# THE TASK:
How many lines of the listing below hold the word "controls"? Answer with the number alone.

# TASK INPUT:

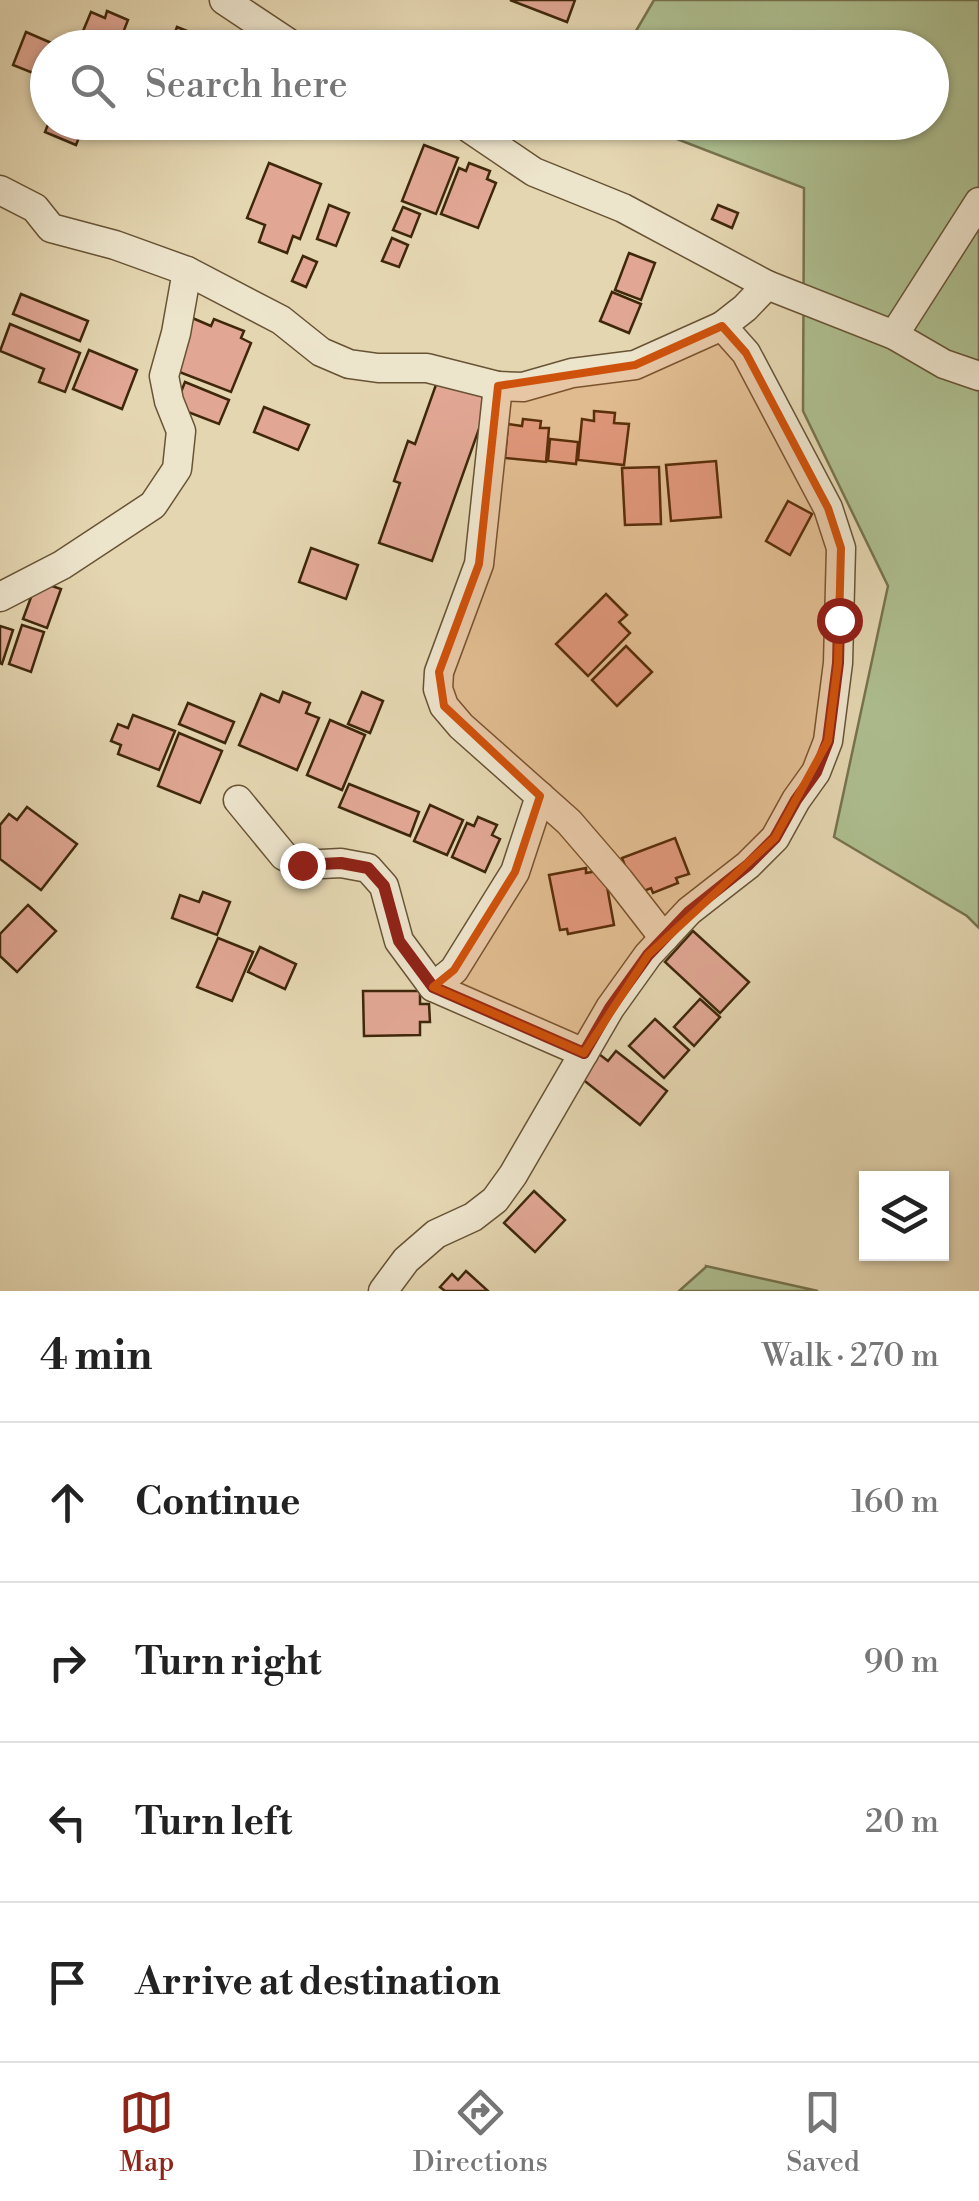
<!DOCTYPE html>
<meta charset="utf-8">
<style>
:root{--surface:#fff;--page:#f6f6f6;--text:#222;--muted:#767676;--line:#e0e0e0;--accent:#8f2418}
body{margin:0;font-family:"Libre Bodoni",serif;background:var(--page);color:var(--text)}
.controls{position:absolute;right:30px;bottom:30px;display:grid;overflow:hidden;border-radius:0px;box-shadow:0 2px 8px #0004}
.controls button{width:90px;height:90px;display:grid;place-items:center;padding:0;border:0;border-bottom:2px solid var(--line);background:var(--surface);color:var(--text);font:50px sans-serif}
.stop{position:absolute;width:30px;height:30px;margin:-22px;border:8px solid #8f2418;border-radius:50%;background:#fff}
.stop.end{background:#8f2418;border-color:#fff;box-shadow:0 2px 10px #0008}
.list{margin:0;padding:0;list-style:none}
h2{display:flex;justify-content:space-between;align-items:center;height:130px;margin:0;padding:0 40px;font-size:42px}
h2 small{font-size:32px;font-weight:400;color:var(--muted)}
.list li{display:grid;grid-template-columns:65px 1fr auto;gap:30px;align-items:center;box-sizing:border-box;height:160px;padding:0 40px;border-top:2px solid var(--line)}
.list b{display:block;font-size:38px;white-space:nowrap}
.list em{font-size:32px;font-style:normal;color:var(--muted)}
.icon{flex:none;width:55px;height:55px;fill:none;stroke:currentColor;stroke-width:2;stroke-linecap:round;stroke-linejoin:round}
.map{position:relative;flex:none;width:979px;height:1291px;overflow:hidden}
.search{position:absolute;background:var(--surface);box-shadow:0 2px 8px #0004;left:30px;right:30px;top:30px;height:110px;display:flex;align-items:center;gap:25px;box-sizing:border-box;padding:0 35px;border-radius:55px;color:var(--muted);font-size:38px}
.sheet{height:770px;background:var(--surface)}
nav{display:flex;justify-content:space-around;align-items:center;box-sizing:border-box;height:140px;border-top:2px solid var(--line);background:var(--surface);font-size:28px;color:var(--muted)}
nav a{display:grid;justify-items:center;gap:5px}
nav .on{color:var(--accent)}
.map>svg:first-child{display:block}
</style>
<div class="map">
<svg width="979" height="1291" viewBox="0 0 979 1291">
<rect width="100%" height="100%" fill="#e4d6b1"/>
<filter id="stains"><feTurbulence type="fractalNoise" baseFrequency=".002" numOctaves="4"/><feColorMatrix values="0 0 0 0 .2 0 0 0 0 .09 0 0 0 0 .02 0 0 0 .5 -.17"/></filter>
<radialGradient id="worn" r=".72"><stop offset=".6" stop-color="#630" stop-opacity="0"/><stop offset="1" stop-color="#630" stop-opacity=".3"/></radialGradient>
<!-- green -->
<g fill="#aebf90" stroke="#76734e" stroke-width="2.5">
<path d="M654,0H979V928L967,916L834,837L888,586L803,411L804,188L669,136L662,123L932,122V48H626Z"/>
<path d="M706,1267V1266L818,1291H679Z"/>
</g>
<!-- building -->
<g fill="#e1a794" stroke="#3e270b" stroke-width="2.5">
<path d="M510,0H575L567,22Z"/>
<path d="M107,11L128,20L117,48H76L91,12L105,18Z"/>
<path d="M177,27L230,48H169Z"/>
<path d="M26,32L63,48H48V79L13,65Z"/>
<path d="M49,122H85L76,145L45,132Z"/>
<path d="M424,145L458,158L436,214L402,201Z"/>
<path d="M269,163L321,184L300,239L293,236L287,253L259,242L265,225L247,218Z"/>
<path d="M469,163L490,171L487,179L496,183L478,228L441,214L459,168L466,171Z"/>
<path d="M329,205L349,213L336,246L317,239Z"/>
<path d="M718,205L738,213L732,228L712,219Z"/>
<path d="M403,207L420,214L411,237L393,230Z"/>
<path d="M392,238L408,245L399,267L382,261Z"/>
<path d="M629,253L655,263L641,300L615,290Z"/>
<path d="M303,256L317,262L306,287L292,281Z"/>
<path d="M612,292L641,304L629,333L600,321Z"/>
<path d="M21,294L88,321L80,341L13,314Z"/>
<path d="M190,317L211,326L214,319L244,331L241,338L251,343L231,392L169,368Z"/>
<path d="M10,324L80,353L65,392L39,382L44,369L0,351Z"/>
<path d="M89,350L137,370L122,409L73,389Z"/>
<path d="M438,379L490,398L432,561L379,543L400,483L394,481L408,441L415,444Z"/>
<path d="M185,382L229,400L219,424L175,407Z"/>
<path d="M264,407L309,425L298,450L254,432Z"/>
<path d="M594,411L615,413L614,423L629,424L624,465L578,460L582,419L594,421Z"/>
<path d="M523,419L541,421L540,428H549L546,462L505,458L508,424L522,426Z"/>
<path d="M550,439L578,442L576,464L548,461Z"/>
<path d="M716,461L721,517L671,521L666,465Z"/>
<path d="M659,467L661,524L625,525L622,468Z"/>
<path d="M788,501L812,514L790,555L766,541Z"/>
<path d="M311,548L358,565L346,599L299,582Z"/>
<path d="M37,581L61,589L47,628L23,619Z"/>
<path d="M606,594L627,615L619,622L630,633L588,676L556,644Z"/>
<path d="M22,625L44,632L31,672L9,664Z"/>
<path d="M0,626L13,630L2,664L0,663Z"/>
<path d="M626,646L652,672L617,706L592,680Z"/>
<path d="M283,692L310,703L306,713L319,718L297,770L239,745L261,694L279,702Z"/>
<path d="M362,692L383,701L370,733L348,724Z"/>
<path d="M188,703L234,722L225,743L179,724Z"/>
<path d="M133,715L175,731L159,770L118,754L121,745L111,741L118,724L128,728Z"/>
<path d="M330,720L365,735L342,790L307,775Z"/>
<path d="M179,733L222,751L200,803L158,786Z"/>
<path d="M349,784L419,812L410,836L339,807Z"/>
<path d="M430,805L463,820L447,855L414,841Z"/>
<path d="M27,807L77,844L41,890L0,859V825L9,814L17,820Z"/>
<path d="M478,817L497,825L492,835L500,839L485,872L452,857L467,823L474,826Z"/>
<path d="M675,838L689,874L676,878L678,883L653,893L651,888L636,894L622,858Z"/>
<path d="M586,868V873L604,870L614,925L568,934L567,929L560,930L549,875Z"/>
<path d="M203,892L230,902L217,935L172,918L180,895L199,902Z"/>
<path d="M28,905L56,931L17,972L0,956V934Z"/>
<path d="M693,931L749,982L720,1013L665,962Z"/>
<path d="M218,938L253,952L232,1001L197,987Z"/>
<path d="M260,947L296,964L285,989L248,972Z"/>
<path d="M363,991H420V1004H429L430,1022H420V1035L364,1036Z"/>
<path d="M700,999L720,1017L694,1046L674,1027Z"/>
<path d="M655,1019L689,1050L664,1078L629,1046Z"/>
<path d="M616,1051L667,1091L640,1125L581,1078L599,1054L608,1061Z"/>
<path d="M534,1191L565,1220L535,1252L504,1223Z"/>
<path d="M466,1271L488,1291H445L440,1287L452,1274L458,1280Z"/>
</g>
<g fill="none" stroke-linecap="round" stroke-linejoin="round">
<!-- minor casing -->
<g stroke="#685334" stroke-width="31">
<g id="minor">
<path d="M224,0L296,48"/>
<path d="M0,190L35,208L51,228L115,245L187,271L281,320L321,352L349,364L378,368H427L498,386L523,387L572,373L635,365L722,326"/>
<path d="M767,285L894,335L944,364L979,376"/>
<path d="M894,335L979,202"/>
<path d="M498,386L479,564L439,672L438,689L444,706L461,726L569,822L619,880L664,938"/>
<path d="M0,597L62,565L153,505L177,469L181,431L169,401L164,376L176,333L187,271"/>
<path d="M238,800L284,856L302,865L341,863L368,868L384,886L399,941L433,987L584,1053"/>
<path d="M433,987L454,970L515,872L540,796"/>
<path d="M383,1291L406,1260L436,1234L473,1217L495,1200L513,1175L610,1008L648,955L689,911L748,865L775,838L796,800L816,772L828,741L838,663L841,548L828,508L746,353L722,326L745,308L767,285L623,208L534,172L460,122"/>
</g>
</g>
<!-- minor -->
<use href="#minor" stroke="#ede4cc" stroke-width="28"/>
</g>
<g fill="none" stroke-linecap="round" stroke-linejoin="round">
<!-- route -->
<path stroke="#8f2418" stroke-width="12" d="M302,865L341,863L368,868L384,886L399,941L433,987L584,1053L610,1008L648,955L689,912L748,865L775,838L796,800L816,772L828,741L838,663L839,620"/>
</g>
<!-- marked area -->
<path fill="#ce520c" fill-opacity="0.2" stroke="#ce520c" stroke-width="8" stroke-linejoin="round" d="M722,326L746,353L828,508L841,548L838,663L828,741L775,838L648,955L584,1053L433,987L454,970L515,872L540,796L444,706L439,672L479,564L498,386L635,365Z"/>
<rect width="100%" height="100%" filter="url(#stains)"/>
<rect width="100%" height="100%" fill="url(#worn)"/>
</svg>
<div class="controls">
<button><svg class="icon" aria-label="layers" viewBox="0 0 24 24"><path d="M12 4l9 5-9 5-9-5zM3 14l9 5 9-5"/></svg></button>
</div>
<div class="stop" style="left:839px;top:620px"></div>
<div class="stop end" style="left:302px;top:865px"></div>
<div class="search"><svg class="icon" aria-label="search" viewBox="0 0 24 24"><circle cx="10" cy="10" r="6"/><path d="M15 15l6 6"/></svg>Search here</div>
</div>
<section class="sheet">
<h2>4 min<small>Walk · 270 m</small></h2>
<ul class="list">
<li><svg class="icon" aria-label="ahead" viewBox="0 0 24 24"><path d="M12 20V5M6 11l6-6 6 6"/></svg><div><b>Continue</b></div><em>160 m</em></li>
<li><svg class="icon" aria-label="right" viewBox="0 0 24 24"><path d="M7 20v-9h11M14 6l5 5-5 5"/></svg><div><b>Turn right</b></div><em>90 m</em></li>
<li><svg class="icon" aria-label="left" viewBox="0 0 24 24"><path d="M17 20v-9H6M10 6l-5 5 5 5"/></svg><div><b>Turn left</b></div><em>20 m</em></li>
<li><svg class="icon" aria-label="arrive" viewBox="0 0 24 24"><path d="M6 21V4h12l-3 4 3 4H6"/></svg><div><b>Arrive at destination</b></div></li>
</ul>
</section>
<nav>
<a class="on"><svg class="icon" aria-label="map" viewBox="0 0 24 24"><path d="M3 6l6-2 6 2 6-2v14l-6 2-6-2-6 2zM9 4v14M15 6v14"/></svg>Map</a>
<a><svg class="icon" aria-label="directions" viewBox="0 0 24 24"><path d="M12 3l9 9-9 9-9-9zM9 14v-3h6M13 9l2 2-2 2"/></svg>Directions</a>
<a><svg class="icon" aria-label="saved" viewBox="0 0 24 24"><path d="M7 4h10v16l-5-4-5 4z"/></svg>Saved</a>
</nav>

# WRITTEN RESPONSE:
3